In 2003, Dinesh DSouza wrote an article published on the web in the National Review Online, titled “10 Great Things: What to Love About the United States” that said that the wealth gap was not a problem, that their was an upside to the wealth gap and that the critics “ignore what is unique and good about American civilization.”
This discussion will compare and contrast these two articles. The themes and conclusions of both articles have been presented in the first paragraphs of this discussion. Next, the arguments the authors use will be briefly outlined. Then the persuasiveness of each article will be evaluated.
Norton and Ariely use quantitative evidence or numerical evidence. They present various statistics: Specifically, three sets of statistics. They begin by identifying the wealth gap. In the United States today the wealthiest 20% of the population owns 85% of the national wealth and the bottom 40% “own very near 0%.” In fact, since many are in debt and have no assets they may control negative wealth, or even less than zero. These numbers came from an analysis by Edward Wolf of New York University.

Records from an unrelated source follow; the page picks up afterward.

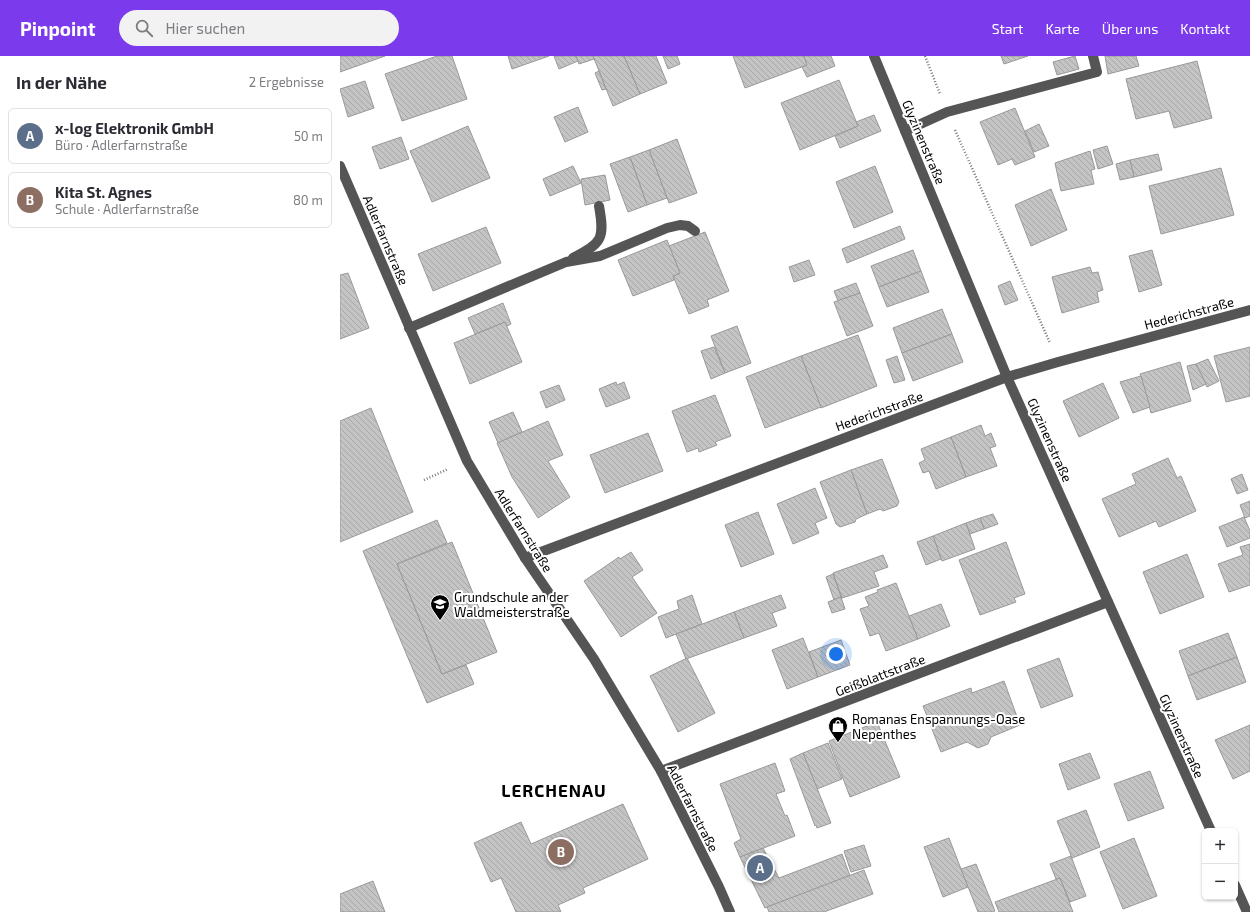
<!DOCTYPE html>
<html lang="de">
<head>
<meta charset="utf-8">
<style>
  body { margin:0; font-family:"Exo 2",sans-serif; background:#f2f2f3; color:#2b2b33 }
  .controls { position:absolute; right:12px; bottom:12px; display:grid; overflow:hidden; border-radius:6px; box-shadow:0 1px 3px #0004 }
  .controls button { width:36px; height:36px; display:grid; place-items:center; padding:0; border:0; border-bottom:1px solid #e1e1e2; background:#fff; color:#2b2b33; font:20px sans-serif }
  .you { position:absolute; left:496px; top:598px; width:14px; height:14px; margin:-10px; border:3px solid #fff; border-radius:50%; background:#1a73e8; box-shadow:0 0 0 6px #1a73e833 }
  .badge { display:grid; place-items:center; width:26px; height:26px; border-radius:50%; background:#7c3aed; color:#fff; font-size:13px; font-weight:700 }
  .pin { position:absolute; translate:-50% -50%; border:2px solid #fff; box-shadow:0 1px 4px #0006 }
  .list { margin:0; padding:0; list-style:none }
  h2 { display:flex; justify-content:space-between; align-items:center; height:52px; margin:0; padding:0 16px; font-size:17px }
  h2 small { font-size:13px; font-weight:400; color:#7c7c81 }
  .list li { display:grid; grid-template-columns:26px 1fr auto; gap:12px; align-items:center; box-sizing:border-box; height:56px; margin:0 8px 8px; padding:0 8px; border:1px solid #e1e1e2; border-radius:6px }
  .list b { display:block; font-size:15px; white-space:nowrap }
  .list p { margin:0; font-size:13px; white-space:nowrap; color:#7c7c81 }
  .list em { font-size:13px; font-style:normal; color:#7c7c81 }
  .icon { flex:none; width:22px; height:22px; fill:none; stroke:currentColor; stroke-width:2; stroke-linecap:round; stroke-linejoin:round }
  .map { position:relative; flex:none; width:910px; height:856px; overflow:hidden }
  header { display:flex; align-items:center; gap:24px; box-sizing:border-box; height:56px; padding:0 20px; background:#7c3aed; color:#fff }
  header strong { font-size:19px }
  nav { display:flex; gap:22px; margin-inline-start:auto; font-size:14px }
  .search { width:280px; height:36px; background:#f2f2f3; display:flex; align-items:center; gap:10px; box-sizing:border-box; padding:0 14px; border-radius:22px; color:#7c7c81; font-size:15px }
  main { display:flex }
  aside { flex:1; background:#fff }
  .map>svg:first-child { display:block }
</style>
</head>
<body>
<header>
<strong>Pinpoint</strong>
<div class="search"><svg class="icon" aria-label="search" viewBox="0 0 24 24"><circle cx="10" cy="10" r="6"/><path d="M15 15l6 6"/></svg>Hier suchen</div>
<nav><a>Start</a><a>Karte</a><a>Über uns</a><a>Kontakt</a></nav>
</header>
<main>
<aside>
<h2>In der Nähe<small>2 Ergebnisse</small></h2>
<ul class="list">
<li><span class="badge" style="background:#5c6f8a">A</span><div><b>x-log Elektronik GmbH</b><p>Büro · Adlerfarnstraße</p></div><em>50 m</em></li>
<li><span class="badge" style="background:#8d6e63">B</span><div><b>Kita St. Agnes</b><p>Schule · Adlerfarnstraße</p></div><em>80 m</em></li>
</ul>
</aside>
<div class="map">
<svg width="910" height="856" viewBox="0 0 910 856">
  <defs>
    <pattern id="building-back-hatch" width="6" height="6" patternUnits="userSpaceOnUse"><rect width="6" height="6" fill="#c4c4c4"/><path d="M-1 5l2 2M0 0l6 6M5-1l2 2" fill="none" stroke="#a7a7a7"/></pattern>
  </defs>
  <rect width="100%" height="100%" fill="#fff"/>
  <g fill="url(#building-back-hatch)" stroke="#999">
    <polygon points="0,0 45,0 0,16"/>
    <polygon points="97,0 112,0 127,43 62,65 45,18"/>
    <polygon points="168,0 209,0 172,13"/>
    <polygon points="214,0 236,0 238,5 219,13"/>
    <polygon points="236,0 253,0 254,3 239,8"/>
    <polygon points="253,0 284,0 300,38 273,50"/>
    <polygon points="284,0 316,0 327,27 300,38"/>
    <polygon points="323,0 337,0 340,8 328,13"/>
    <polygon points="393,0 464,0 467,9 405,32"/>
    <polygon points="464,0 491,0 495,10 467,21 462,11 467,9"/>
    <polygon points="661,0 688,0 664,8"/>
    <polygon points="735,0 739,13 717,19 713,6"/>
    <polygon points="765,0 796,0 799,10 768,18"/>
    <polygon points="857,5 872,62 834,72 829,55 796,63 786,23"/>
    <polygon points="259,15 266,33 262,34 255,17"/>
    <polygon points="499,24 518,70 460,94 441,47"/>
    <polygon points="25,25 34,52 8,61 0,33"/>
    <polygon points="238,51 248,76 225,86 214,61"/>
    <polygon points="675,52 695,101 675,109 672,103 658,109 640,66"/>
    <polygon points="534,59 541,75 500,92 495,80 518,70 516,66"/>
    <polygon points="699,68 709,90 694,96 685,75"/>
    <polygon points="128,70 150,122 92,146 70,95"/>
    <polygon points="61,81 69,103 40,113 32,91"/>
    <polygon points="337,83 357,137 329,147 309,94"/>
    <polygon points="767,90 773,108 758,113 753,94"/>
    <polygon points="309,94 327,142 307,149 290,101"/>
    <polygon points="750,95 755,113 751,114 754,128 721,135 715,107"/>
    <polygon points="818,98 822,114 794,121 790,104"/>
    <polygon points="290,101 307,149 288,156 270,108"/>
    <polygon points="790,104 794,121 780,124 776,108"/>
    <polygon points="233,110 241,127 210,140 203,123"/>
    <polygon points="535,110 553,156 514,172 496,126"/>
    <polygon points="881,112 894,159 821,178 809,130"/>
    <polygon points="265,119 270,144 245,149 241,123"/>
    <polygon points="711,133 727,174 691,190 675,149"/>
    <polygon points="560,170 565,183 507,207 502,193"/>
    <polygon points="146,171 161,207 93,235 78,198"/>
    <polygon points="365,176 389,235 367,244 369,250 349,258 333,220 340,217 329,190"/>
    <polygon points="327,184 340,217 333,220 334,224 293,240 278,204"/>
    <polygon points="573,194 581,215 539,231 531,210"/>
    <polygon points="812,194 822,229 799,236 789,200"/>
    <polygon points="469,204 475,219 454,226 449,211"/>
    <polygon points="750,211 752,217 758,216 763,234 757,236 759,246 722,257 712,221"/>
    <polygon points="581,215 589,236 547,251 539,231"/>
    <polygon points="8,217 29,272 0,283 0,219"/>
    <polygon points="670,225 678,244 665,249 658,230"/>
    <polygon points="516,227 520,237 498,245 494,235"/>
    <polygon points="520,237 533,270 507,280 494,246"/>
    <polygon points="163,247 171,268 167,270 165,266 135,278 128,262"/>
    <polygon points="602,253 612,278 562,297 553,272"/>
    <polygon points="165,266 182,306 130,328 114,287"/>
    <polygon points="397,270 411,307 385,317 371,280"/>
    <polygon points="612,278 623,306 573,325 562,297"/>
    <polygon points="518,279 537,330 481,352 461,300"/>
    <polygon points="374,291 385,317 371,323 361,295"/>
    <polygon points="910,291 910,340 886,346 874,300"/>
    <polygon points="461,300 481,351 425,372 406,321"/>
    <polygon points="557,300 565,324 554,327 546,304"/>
    <polygon points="868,303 879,325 867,331 856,308"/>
    <polygon points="840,306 851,345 811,357 800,318"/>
    <polygon points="856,308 866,328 853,334 847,310"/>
    <polygon points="801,320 810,351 793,357 780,326"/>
    <polygon points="276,326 277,329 284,326 290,342 266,351 259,333"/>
    <polygon points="763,327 779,362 739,381 723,345"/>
    <polygon points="219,329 225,344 206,352 200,336"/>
    <polygon points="375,339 391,380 375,386 377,389 359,396 358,392 347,396 332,355"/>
    <polygon points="31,352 73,456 0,486 0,365"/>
    <polygon points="173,356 182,376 158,387 149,366"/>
    <polygon points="208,365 223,399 208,405 230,441 198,462 172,421 157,387"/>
    <polygon points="641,369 645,380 651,377 656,390 650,392 657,410 626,421 611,381"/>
    <polygon points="308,377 323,415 265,437 250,399"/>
    <polygon points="611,381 626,421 596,433 589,415 583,417 579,407 585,404 581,393"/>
    <polygon points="828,402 837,422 841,420 856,455 819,471 816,465 779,481 762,443 796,428 792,418"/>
    <polygon points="542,403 559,446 557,450 543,455 540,453 527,458 511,414"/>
    <polygon points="511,414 527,458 516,463 515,466 500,471 496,468 480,426"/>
    <polygon points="902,418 908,434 897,438 891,423"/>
    <polygon points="475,432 487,462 475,467 479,477 453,488 437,448"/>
    <polygon points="910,445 910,460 905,462 900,449"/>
    <polygon points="418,456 434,498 401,511 385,469"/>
    <polygon points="653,458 658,468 644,473 640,462"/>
    <polygon points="904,461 910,475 910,482 887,491 879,471"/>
    <polygon points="640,462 644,473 630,478 626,467"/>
    <polygon points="97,464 107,487 57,508 102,618 126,609 134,628 87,647 23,495"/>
    <polygon points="626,467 635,493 602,505 593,480"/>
    <polygon points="593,480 601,503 586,509 577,486"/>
    <polygon points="112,486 157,596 102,618 57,508"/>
    <polygon points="666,486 685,538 674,542 676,546 640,559 619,504"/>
    <polygon points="910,488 910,529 889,536 878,508 903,499 900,491"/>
    <polygon points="291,496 303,514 292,521 317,557 281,581 244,525 279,501 280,503"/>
    <polygon points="847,498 864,541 820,558 803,516"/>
    <polygon points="543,499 548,511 534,516 539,530 502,542 493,517"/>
    <polygon points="493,518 501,541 494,544 486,521"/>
    <polygon points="556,527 578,583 546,595 539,577 530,580 520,553 529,550 525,541 538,536 537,534"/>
    <polygon points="352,539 362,568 326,582 318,561 339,553 337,545"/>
    <polygon points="441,539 446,552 432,557 437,570 404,582 394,556"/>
    <polygon points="501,541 505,553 492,557 488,546"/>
    <polygon points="601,548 610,570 578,583 569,560"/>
    <polygon points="394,556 404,582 346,603 336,578"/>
    <polygon points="888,577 897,601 848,620 839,595"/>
    <polygon points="463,582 478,621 447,633 432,594"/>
    <polygon points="501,584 510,609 478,621 469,596"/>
    <polygon points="897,601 906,626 857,644 848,620"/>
    <polygon points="347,602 375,657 338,676 310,620"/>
    <polygon points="719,602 733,640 701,652 687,614"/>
    <polygon points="664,625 680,669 651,681 648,688 638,692 627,686 601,696 583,650 631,632 632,637"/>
    <polygon points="537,666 560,721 510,741 489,685"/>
    <polygon points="910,669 910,715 893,723 875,684"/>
    <polygon points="488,687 502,723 477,733 463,697"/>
    <polygon points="463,697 491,767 477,772 476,769 475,770 450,703"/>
    <polygon points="750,697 760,722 728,734 719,708"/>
    <polygon points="435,707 445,735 436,738 445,760 447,759 455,780 400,801 394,787 401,783 380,728"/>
    <polygon points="810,715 824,752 788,765 774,728"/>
    <polygon points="283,748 308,803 243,832 245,837 218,849 221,856 176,856 161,822 151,826 134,787 181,766 191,788"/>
    <polygon points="746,754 760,791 732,802 717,765"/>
    <polygon points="609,782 628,831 603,841 584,791"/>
    <polygon points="794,782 817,840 783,853 760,796"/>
    <polygon points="524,789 531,810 511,816 504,795"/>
    <polygon points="423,792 439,822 502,798 510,820 425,852 400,801"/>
    <polygon points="731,800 746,840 730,846 720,822 716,823 710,808"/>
    <polygon points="636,808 655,855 653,856 638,856 621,813"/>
    <polygon points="524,814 533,838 484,856 429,856 427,851"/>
    <polygon points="720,822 733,856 659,856 655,846"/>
    <polygon points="33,825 45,856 0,856 0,838"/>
  </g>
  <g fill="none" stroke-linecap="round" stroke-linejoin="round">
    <g stroke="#777" stroke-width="2.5" stroke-dasharray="1 2" stroke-linecap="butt">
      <polyline points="585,0 600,38"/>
      <polyline points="615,74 710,287"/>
      <polyline points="84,424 108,413"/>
    </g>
    <g stroke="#555" stroke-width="10">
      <polyline points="534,0 667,321 871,775"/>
      <polyline points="565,75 607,56 757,16 753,0"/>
      <polyline points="0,110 127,405 185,502 254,603 321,715 379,831 390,856"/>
      <path d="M233 202C262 187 265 183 259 150"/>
      <polyline points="69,272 226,206 260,200 327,172 340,169 348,170 355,175"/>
      <polyline points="185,502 667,321 718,306 910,254"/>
      <polyline points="321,715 768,546"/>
      <polyline points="895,829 907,856"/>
    </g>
  </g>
  <defs>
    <g id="school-pin" transform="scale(1)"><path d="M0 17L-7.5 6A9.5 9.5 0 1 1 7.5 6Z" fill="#000" stroke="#fff"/><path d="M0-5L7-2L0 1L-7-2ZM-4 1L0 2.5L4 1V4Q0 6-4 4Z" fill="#fff"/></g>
    <g id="shop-pin" transform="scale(1)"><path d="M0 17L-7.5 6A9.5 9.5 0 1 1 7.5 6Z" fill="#000" stroke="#fff"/><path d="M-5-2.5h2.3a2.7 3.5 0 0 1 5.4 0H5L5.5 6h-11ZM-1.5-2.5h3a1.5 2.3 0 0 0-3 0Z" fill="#fff"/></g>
  </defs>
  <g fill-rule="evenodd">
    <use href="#school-pin" x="100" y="548"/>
    <use href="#shop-pin" x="498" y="670"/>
  </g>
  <g text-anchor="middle" stroke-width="4" stroke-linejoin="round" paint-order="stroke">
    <g font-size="13" fill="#000" stroke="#fff">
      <text transform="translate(584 86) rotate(67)" y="5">Glyzinenstraße</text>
      <text transform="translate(46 184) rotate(67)" y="5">Adlerfarnstraße</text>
      <text transform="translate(849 257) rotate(-15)" y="5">Hederichstraße</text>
      <text transform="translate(539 355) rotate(-20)" y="5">Hederichstraße</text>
      <text transform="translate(710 384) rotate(66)" y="5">Glyzinenstraße</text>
      <text transform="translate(184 474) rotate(58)" y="5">Adlerfarnstraße</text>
      <text transform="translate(540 619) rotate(-21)" y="5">Geißblattstraße</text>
      <text transform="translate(842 680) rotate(66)" y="5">Glyzinenstraße</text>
      <text transform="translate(353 752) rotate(63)" y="5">Adlerfarnstraße</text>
    </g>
    <g font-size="13" fill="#000" stroke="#fff" text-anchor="start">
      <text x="114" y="546">Grundschule an der<tspan x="114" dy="15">Waldmeisterstraße</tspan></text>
      <text x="512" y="668">Romanas Enspannungs-Oase<tspan x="512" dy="15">Nepenthes</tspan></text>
    </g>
    <g font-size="17" font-weight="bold" letter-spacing="1" fill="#000" stroke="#fff">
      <text x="214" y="741">LERCHENAU</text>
    </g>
  </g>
</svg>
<div class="controls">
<button>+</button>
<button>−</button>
</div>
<div class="you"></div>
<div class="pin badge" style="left:420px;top:812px;background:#5c6f8a">A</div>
<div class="pin badge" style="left:221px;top:796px;background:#8d6e63">B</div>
</div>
</main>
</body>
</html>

In The LA Times survey the sample was asked what they thought was the distribution of wealth in America (not what it is but what they think it is). They thought the distribution of wealth was less unequal than it is. They thought that the wealthiest 20% owned only 60% of the wealth and the bottom 40% had 10% of the wealth (not zero or even less). Then when asked what they wanted the “ideal distribution of wealth” to be they said even more even than their perception. They want the top 20% to own 30% of the wealth and the bottom 40% to own 25%. Basically, most Americans do not realize how uneven wealth distribution is in the United States, they think it is less uneven than it is and they want it to be even less uneven than they believe that it is.